Task directions: Your task is to filter the data below down to the lines holding "this".

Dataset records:
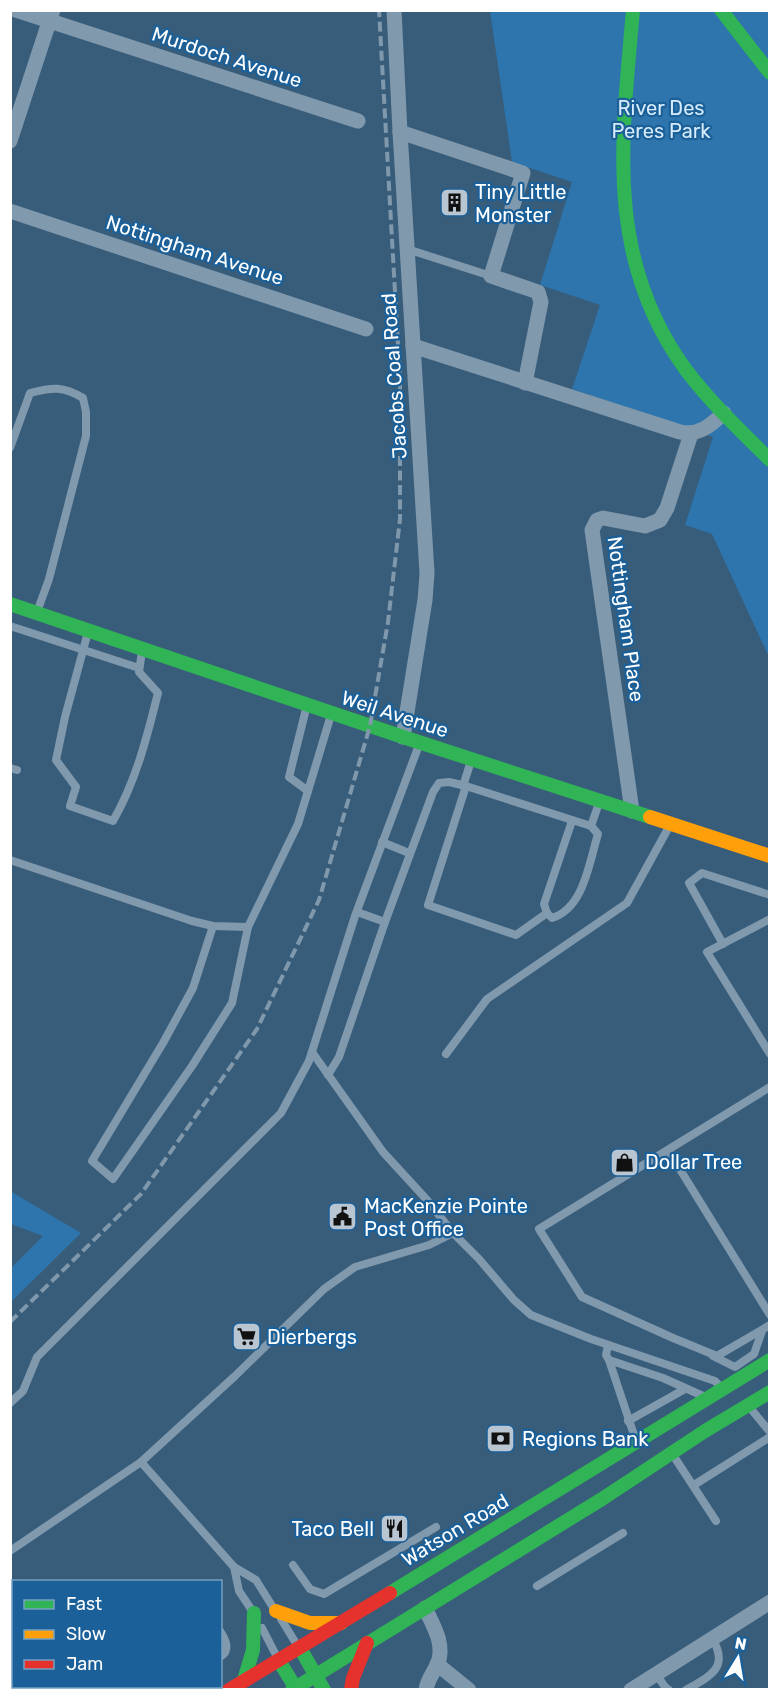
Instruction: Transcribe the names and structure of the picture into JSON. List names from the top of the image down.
{
  "streets": {
    "main road": ["Weil Avenue", "Watson Road"],
    "street": [
      "Murdoch Avenue",
      "Nottingham Avenue",
      "Jacobs Coal Road",
      "Nottingham Place"
    ]
  },
  "crossings": [
    ["Jacobs Coal Road", "Weil Avenue"],
    ["Nottingham Place", "Weil Avenue"]
  ],
  "parks": ["River Des Peres Park"],
  "places": {
    "building": ["Tiny Little Monster"],
    "shop": ["Dollar Tree"],
    "public building": ["MacKenzie Pointe Post Office"],
    "supermarket": ["Dierbergs"],
    "bank": ["Regions Bank"],
    "restaurant": ["Taco Bell"]
  },
  "legend": ["Fast", "Slow", "Jam"],
  "north": "top"
}
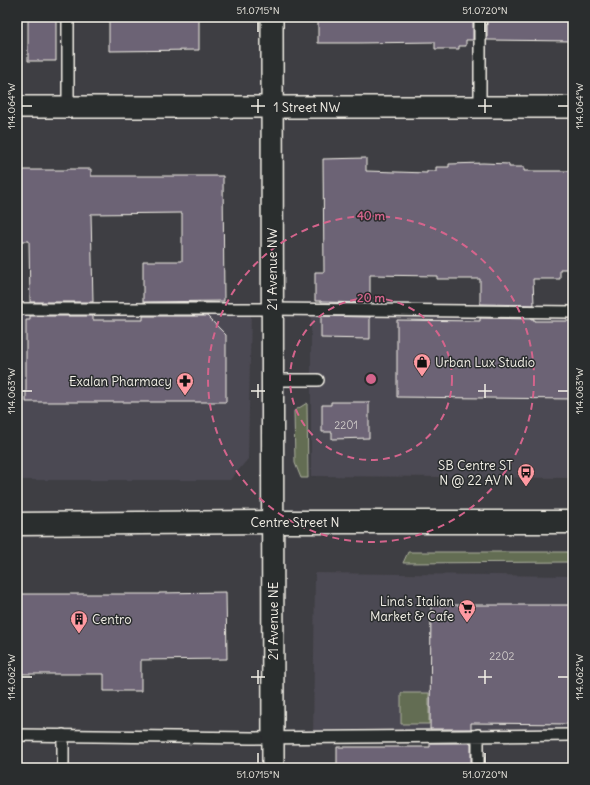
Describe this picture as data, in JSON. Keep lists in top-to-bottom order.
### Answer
{
  "streets": {
    "main road": ["Centre Street N"],
    "street": ["1 Street NW", "21 Avenue NW", "21 Avenue NE"]
  },
  "crossings": [
    ["1 Street NW", "21 Avenue NW"],
    ["21 Avenue NW", "Centre Street N"],
    ["21 Avenue NW", "21 Avenue NE"],
    ["Centre Street N", "21 Avenue NE"]
  ],
  "places": {
    "shop": ["Urban Lux Studio"],
    "pharmacy": ["Exalan Pharmacy"],
    "bus stop": ["SB Centre ST N @ 22 AV N"],
    "supermarket": ["Lina's Italian Market & Cafe"],
    "building": ["Centro"]
  },
  "house_numbers": ["2201", "2202"],
  "coordinates": [
    "51.0715°N",
    "51.0720°N",
    "114.064°W",
    "114.063°W",
    "114.062°W"
  ],
  "rings": ["40 m", "20 m"]
}
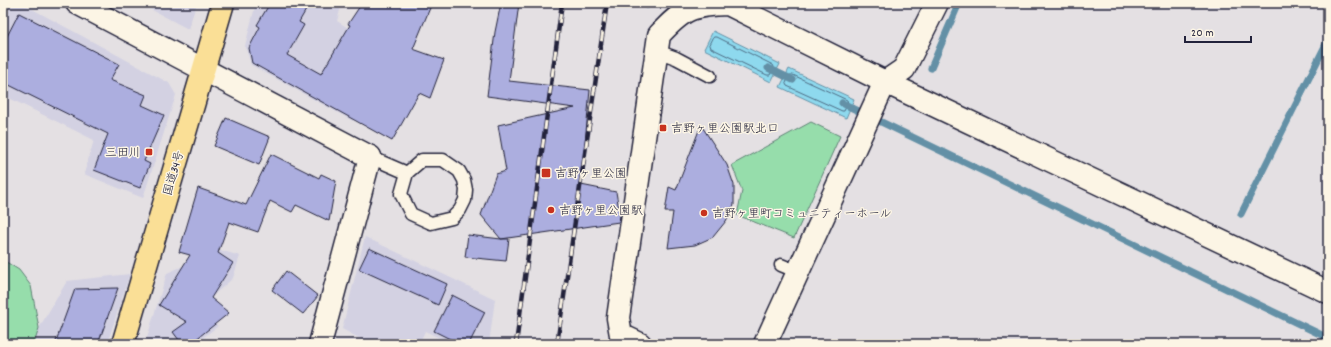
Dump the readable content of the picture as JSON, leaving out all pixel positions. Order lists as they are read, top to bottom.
{
  "streets": {
    "highway": ["国道34号"]
  },
  "places": {
    "transit": ["吉野ヶ里公園駅北口", "三田川", "吉野ヶ里公園"],
    "other": ["吉野ヶ里公園駅", "吉野ヶ里町コミュニティーホール"]
  },
  "scale_bar": "20 m"
}
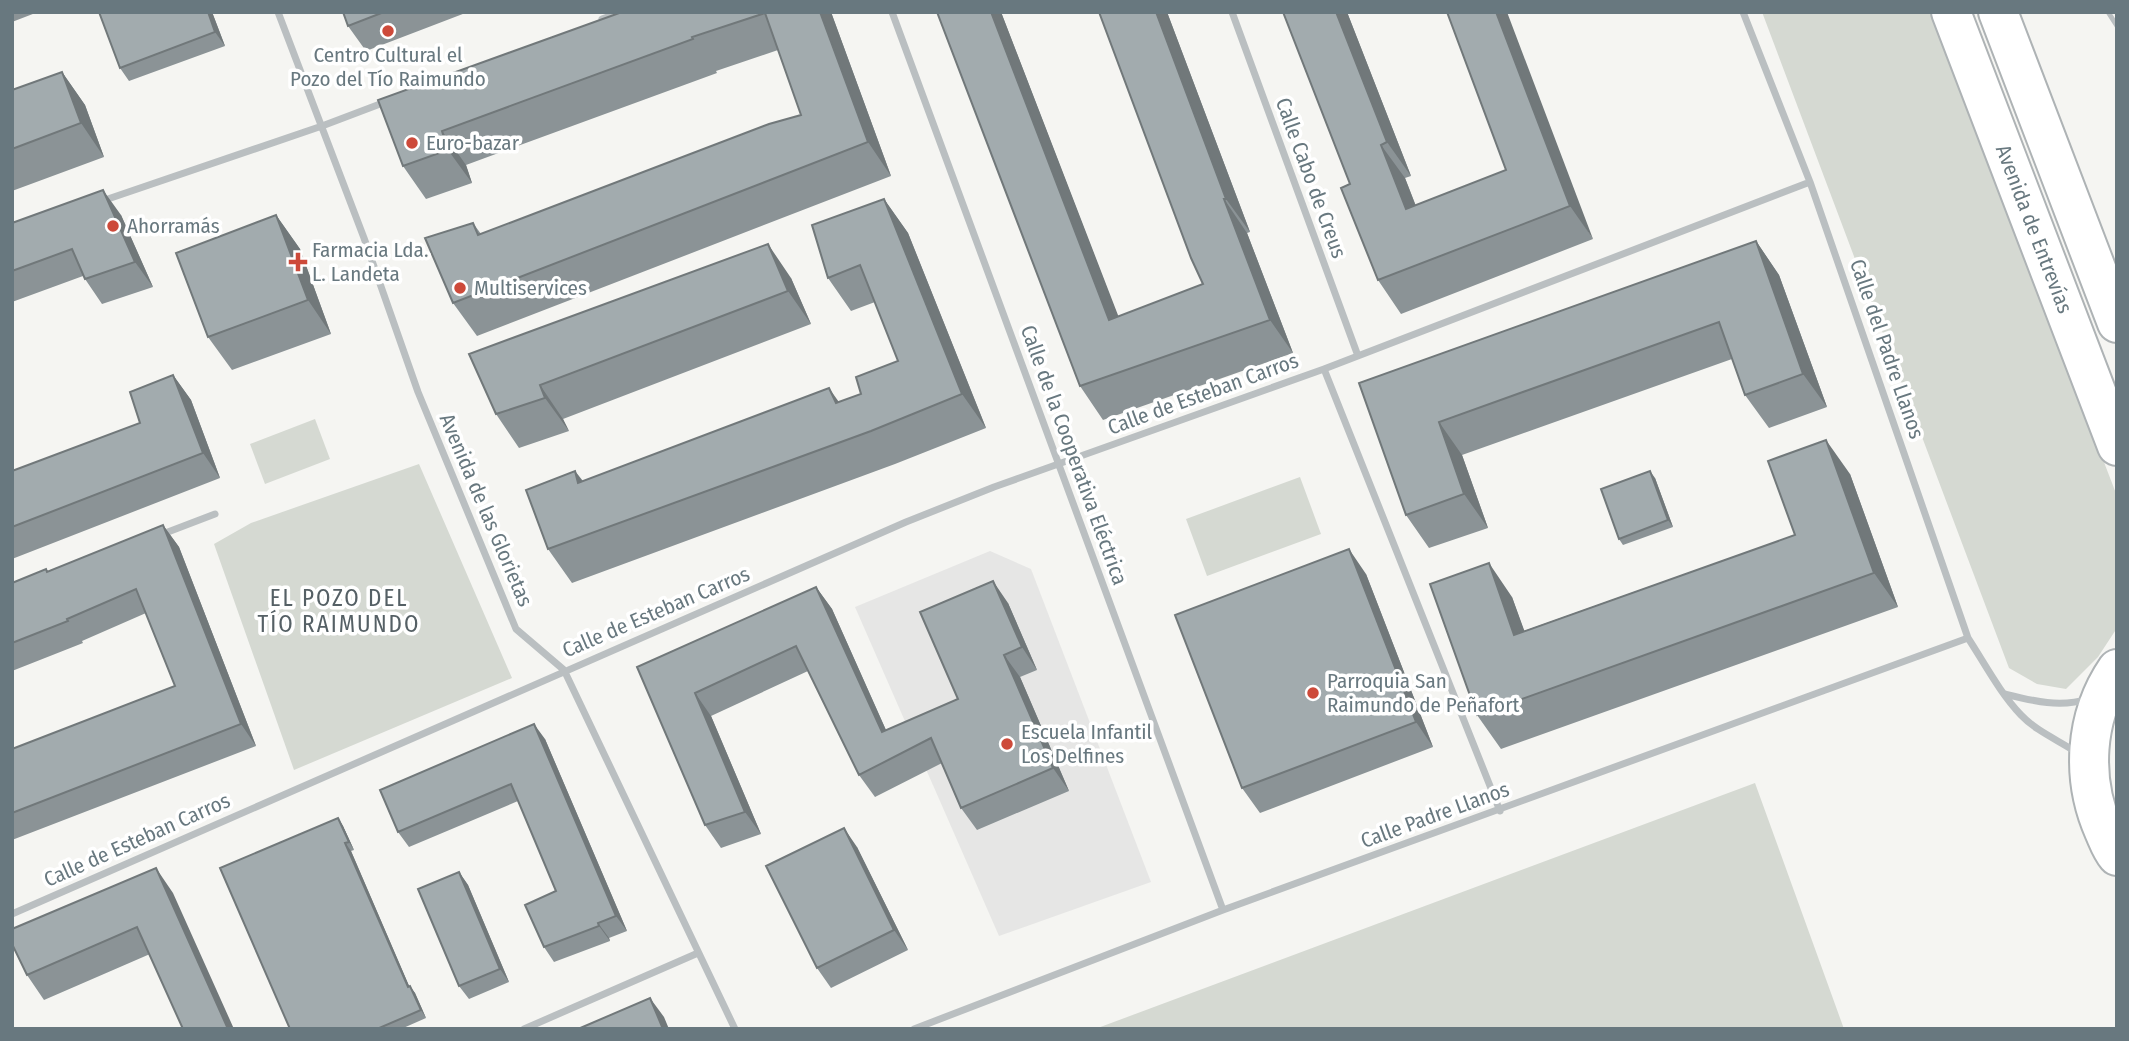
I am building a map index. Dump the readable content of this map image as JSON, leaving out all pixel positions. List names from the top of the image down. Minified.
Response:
{"streets":{"main road":["Avenida de Entrevías"],"street":["Calle Cabo de Creus","Calle del Padre Llanos","Calle de Esteban Carros","Calle de la Cooperativa Eléctrica","Avenida de las Glorietas","Calle Padre Llanos"]},"crossings":[["Calle Cabo de Creus","Calle de Esteban Carros"],["Calle del Padre Llanos","Calle de Esteban Carros"],["Calle del Padre Llanos","Calle Padre Llanos"],["Calle de Esteban Carros","Calle de la Cooperativa Eléctrica"],["Calle de Esteban Carros","Avenida de las Glorietas"],["Calle de Esteban Carros","Calle Padre Llanos"],["Calle de la Cooperativa Eléctrica","Calle Padre Llanos"]],"districts":["EL POZO DEL TÍO RAIMUNDO"],"places":{"other":["Centro Cultural el Pozo del Tío Raimundo","Euro-bazar","Ahorramás","Multiservices","Parroquia San Raimundo de Peñafort","Escuela Infantil Los Delfines"],"health":["Farmacia Lda. L. Landeta"]}}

Output of the exercise:
Describe this picture as data, in JSON. Keep lists in top-to-bottom order.
I am building a map index. Dump the readable content of this map image as JSON, leaving out all pixel positions. List names from the top of the image down. Minified.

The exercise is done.